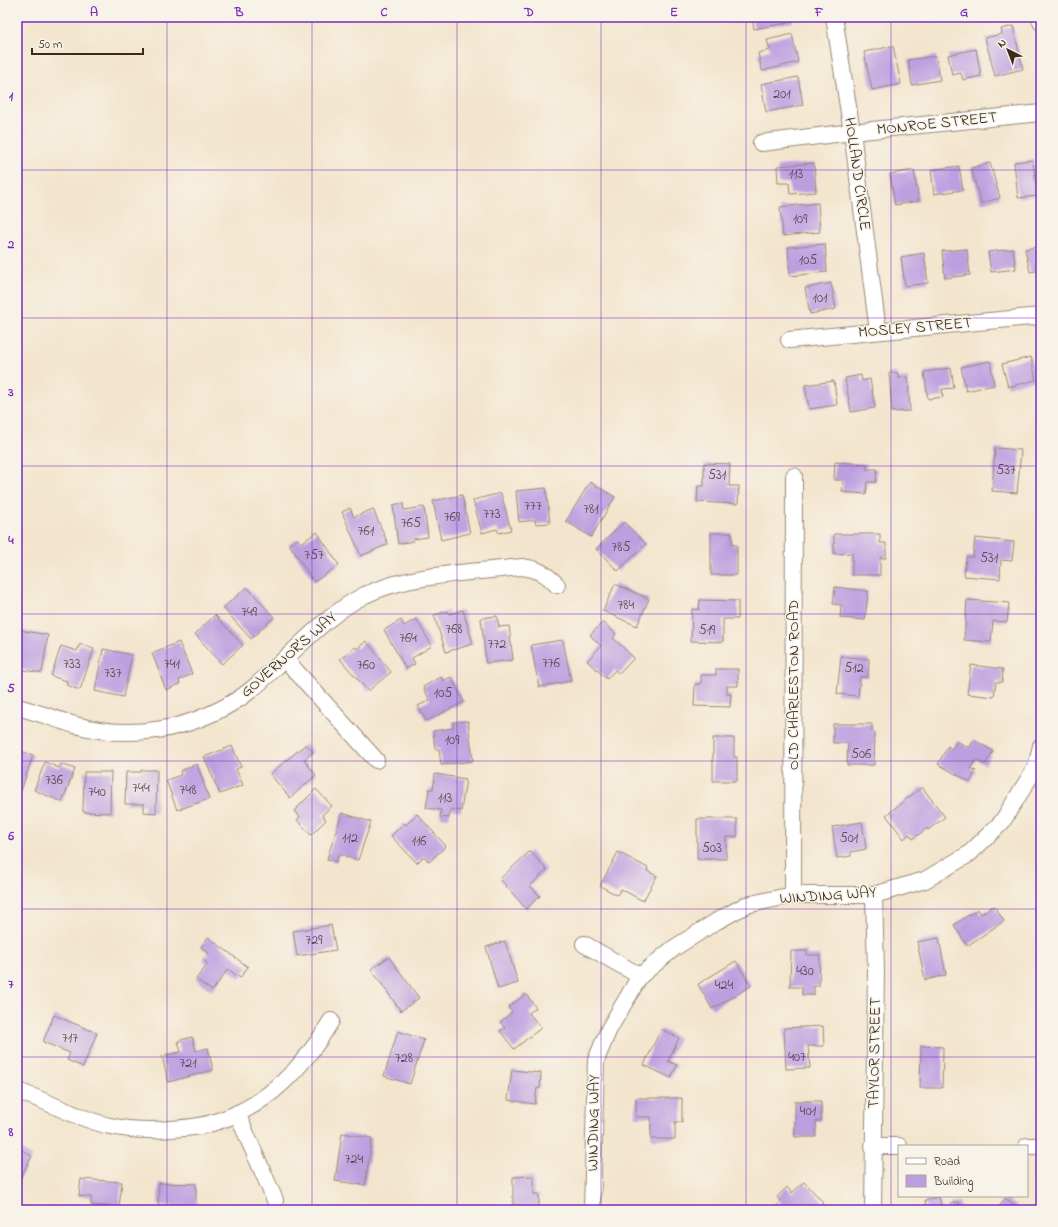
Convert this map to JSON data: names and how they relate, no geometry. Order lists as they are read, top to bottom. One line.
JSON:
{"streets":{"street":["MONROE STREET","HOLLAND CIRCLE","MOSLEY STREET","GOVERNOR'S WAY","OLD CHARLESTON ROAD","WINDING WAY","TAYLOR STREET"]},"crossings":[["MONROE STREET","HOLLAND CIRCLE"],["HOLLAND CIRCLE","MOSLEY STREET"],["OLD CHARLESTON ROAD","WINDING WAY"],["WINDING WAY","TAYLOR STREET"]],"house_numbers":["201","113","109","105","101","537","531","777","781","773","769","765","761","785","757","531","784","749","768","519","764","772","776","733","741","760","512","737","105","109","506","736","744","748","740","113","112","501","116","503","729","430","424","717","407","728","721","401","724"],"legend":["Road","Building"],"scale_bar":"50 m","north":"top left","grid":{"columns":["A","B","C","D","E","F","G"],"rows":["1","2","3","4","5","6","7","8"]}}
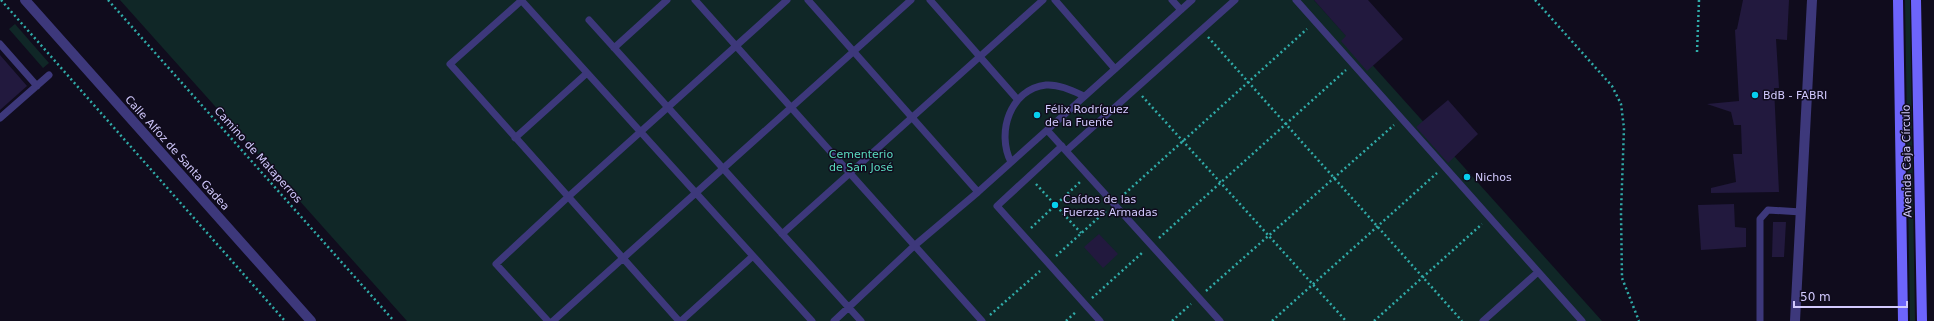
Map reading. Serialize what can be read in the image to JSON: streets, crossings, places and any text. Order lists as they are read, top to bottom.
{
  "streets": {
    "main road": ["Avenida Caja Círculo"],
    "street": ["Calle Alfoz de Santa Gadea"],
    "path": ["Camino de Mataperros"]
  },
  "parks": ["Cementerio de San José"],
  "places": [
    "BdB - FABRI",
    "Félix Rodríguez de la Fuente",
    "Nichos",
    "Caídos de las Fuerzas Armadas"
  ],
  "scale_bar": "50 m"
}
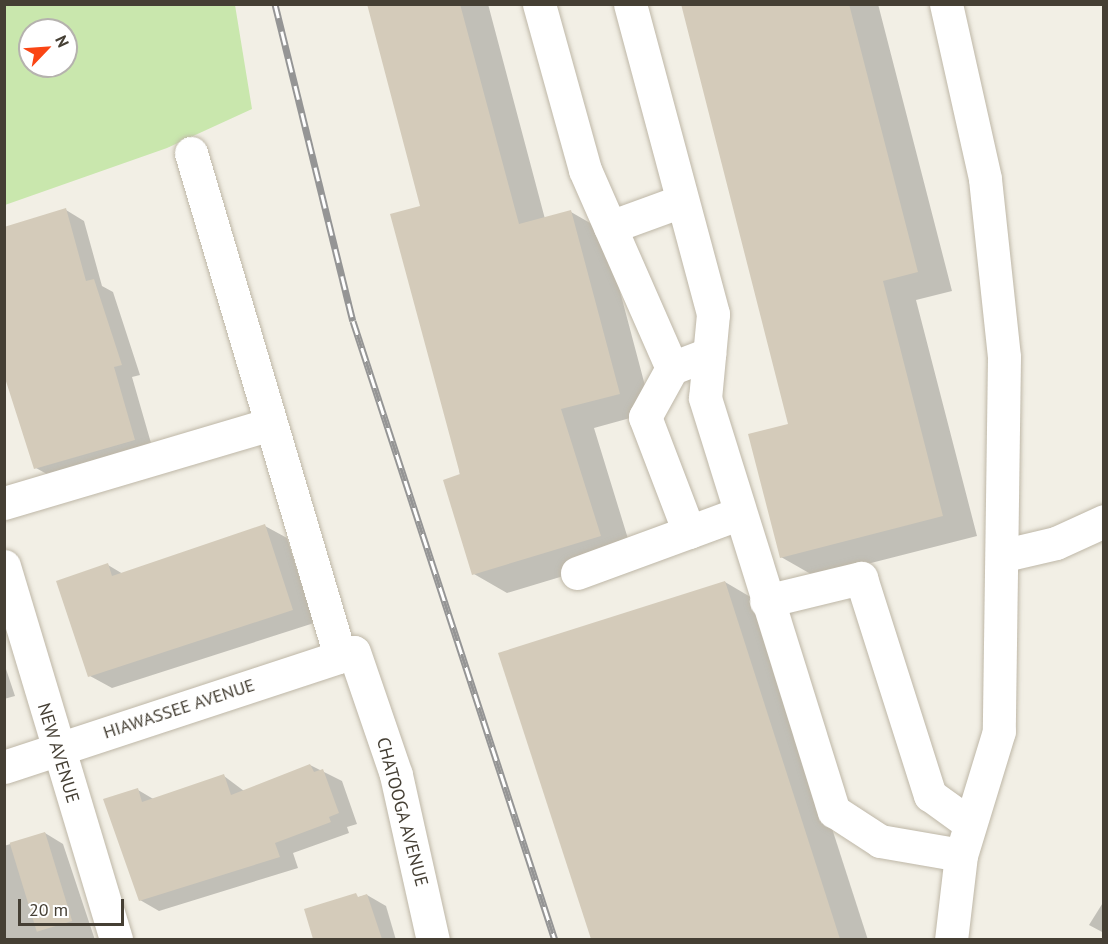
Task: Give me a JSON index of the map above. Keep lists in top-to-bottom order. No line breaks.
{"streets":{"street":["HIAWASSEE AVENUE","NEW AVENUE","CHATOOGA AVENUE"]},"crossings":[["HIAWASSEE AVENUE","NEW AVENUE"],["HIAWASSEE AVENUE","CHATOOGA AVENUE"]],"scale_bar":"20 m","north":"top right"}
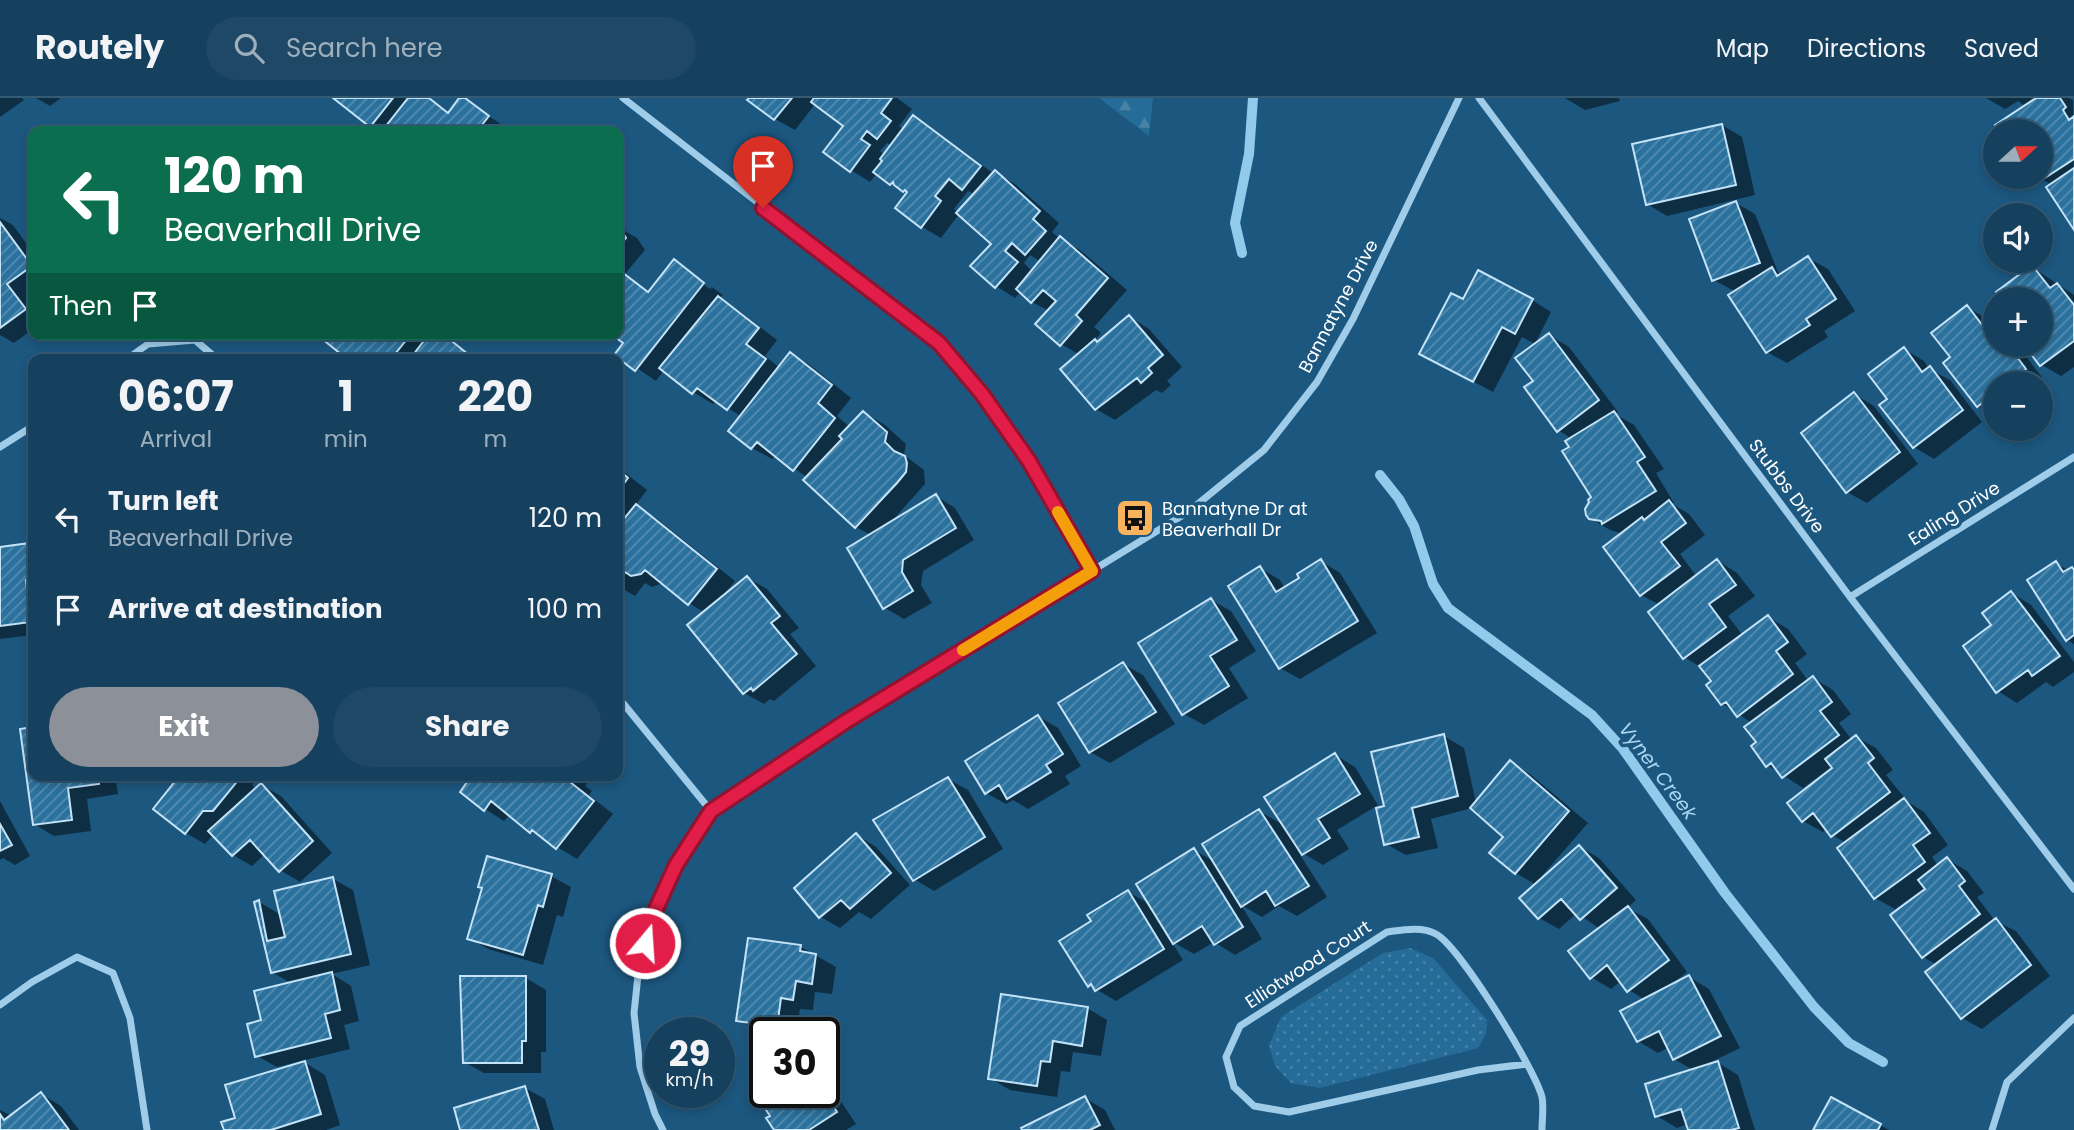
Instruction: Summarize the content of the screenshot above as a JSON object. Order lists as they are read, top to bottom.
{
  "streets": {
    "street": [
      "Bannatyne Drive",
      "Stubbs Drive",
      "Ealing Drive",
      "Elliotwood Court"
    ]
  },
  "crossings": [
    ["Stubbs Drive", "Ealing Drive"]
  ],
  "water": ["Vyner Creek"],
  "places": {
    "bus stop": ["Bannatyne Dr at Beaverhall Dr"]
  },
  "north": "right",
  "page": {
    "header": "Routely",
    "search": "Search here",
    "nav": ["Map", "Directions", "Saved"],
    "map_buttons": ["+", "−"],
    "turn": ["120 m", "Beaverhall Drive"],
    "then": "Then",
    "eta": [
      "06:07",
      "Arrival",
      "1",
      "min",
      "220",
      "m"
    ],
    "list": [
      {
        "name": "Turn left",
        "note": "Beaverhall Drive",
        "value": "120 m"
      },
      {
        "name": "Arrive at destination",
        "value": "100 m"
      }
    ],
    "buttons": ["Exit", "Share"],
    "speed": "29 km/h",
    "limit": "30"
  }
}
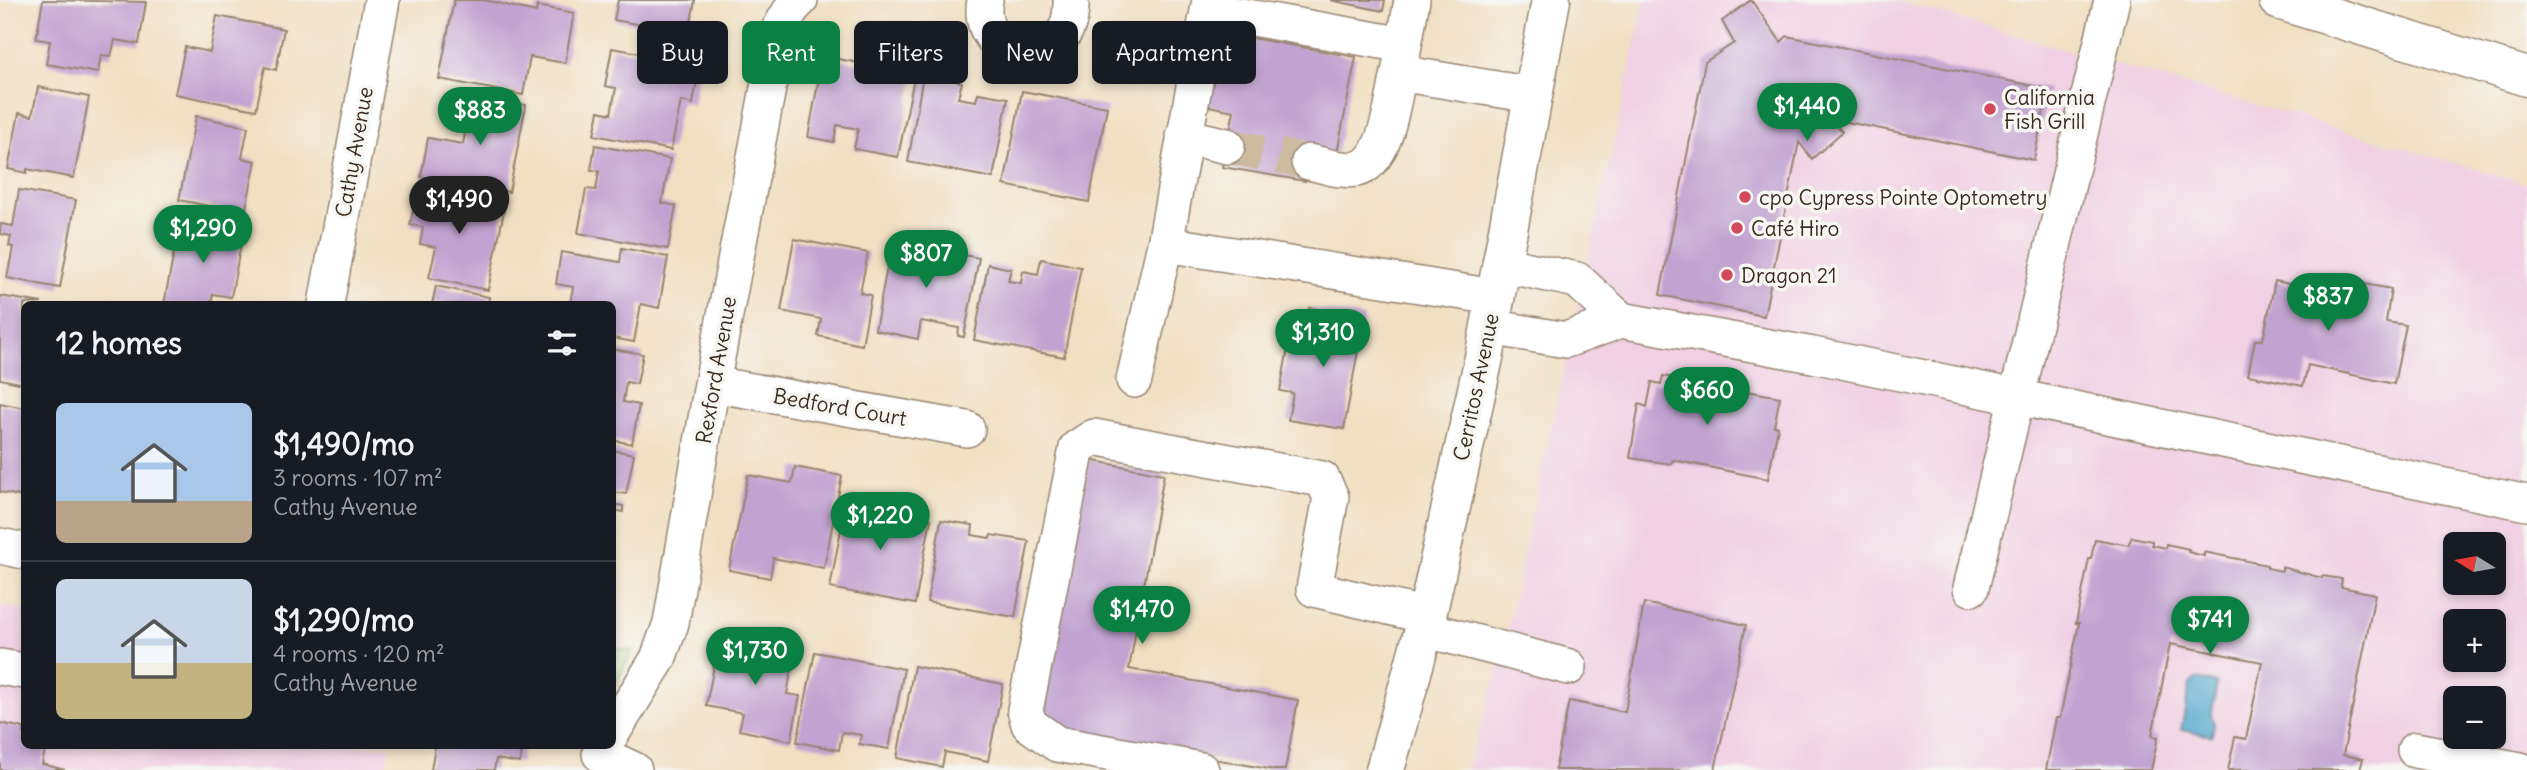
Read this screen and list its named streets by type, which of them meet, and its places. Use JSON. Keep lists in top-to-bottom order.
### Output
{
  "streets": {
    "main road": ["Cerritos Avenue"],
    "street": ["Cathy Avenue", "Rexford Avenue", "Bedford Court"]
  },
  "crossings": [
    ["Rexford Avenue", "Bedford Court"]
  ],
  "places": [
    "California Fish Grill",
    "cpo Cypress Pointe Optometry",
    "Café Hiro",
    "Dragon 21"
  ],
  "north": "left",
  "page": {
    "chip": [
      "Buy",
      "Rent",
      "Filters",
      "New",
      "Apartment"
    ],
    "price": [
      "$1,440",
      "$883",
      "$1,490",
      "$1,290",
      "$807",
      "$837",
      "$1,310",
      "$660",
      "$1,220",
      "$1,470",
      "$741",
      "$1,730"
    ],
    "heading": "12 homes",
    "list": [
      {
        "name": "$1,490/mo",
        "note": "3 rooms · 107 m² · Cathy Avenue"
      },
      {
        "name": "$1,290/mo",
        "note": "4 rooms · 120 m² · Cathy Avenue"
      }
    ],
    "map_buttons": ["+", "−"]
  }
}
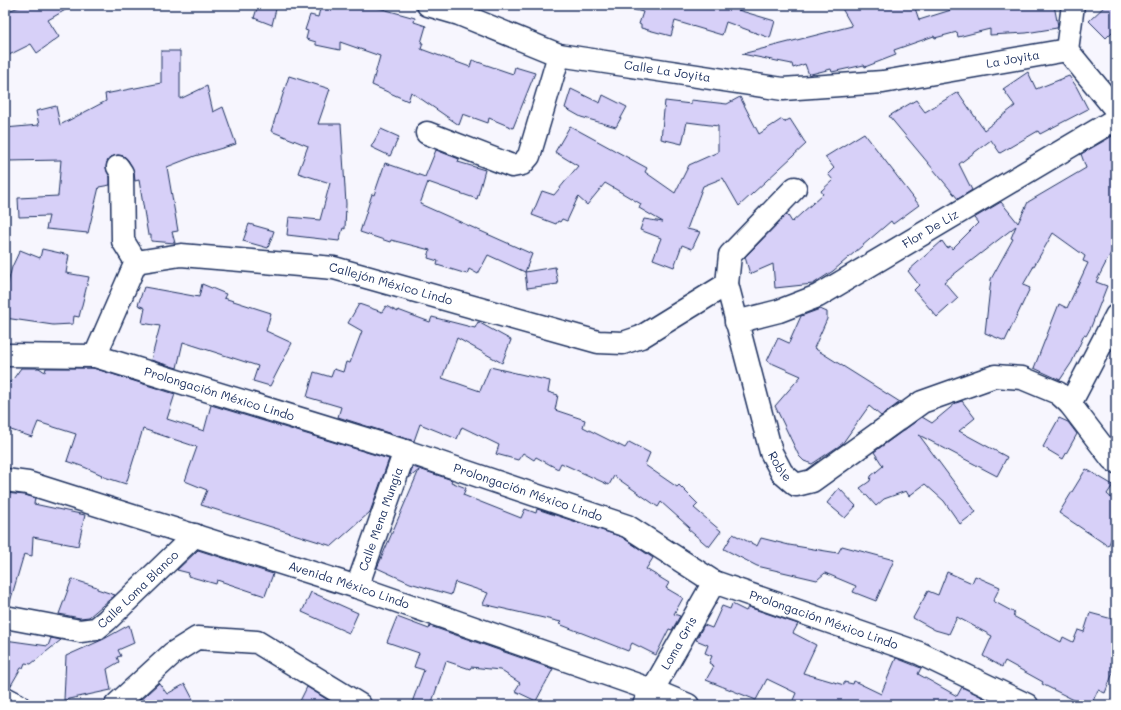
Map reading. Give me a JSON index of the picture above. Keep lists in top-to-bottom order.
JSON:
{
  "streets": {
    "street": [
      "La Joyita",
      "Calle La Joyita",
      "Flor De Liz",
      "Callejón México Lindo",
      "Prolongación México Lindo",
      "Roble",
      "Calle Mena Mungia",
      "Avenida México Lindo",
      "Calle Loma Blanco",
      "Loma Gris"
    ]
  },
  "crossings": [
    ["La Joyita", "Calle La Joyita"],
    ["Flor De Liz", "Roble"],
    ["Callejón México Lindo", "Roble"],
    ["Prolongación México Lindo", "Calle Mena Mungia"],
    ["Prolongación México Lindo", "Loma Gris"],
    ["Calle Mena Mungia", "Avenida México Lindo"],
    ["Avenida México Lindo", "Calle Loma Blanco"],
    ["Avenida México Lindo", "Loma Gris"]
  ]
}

___

▸ What the task asks
Where the word "this" is present in a line of the listing, copy that line.

▸ Written response
Convert this map to JSON data: names and how they relate, no geometry. Order lists as they are read, top to bottom. One line.
Read this screen and list its named streets by type, which of them meet, and its places. Use JSON. Keep lists in top-to-bottom order.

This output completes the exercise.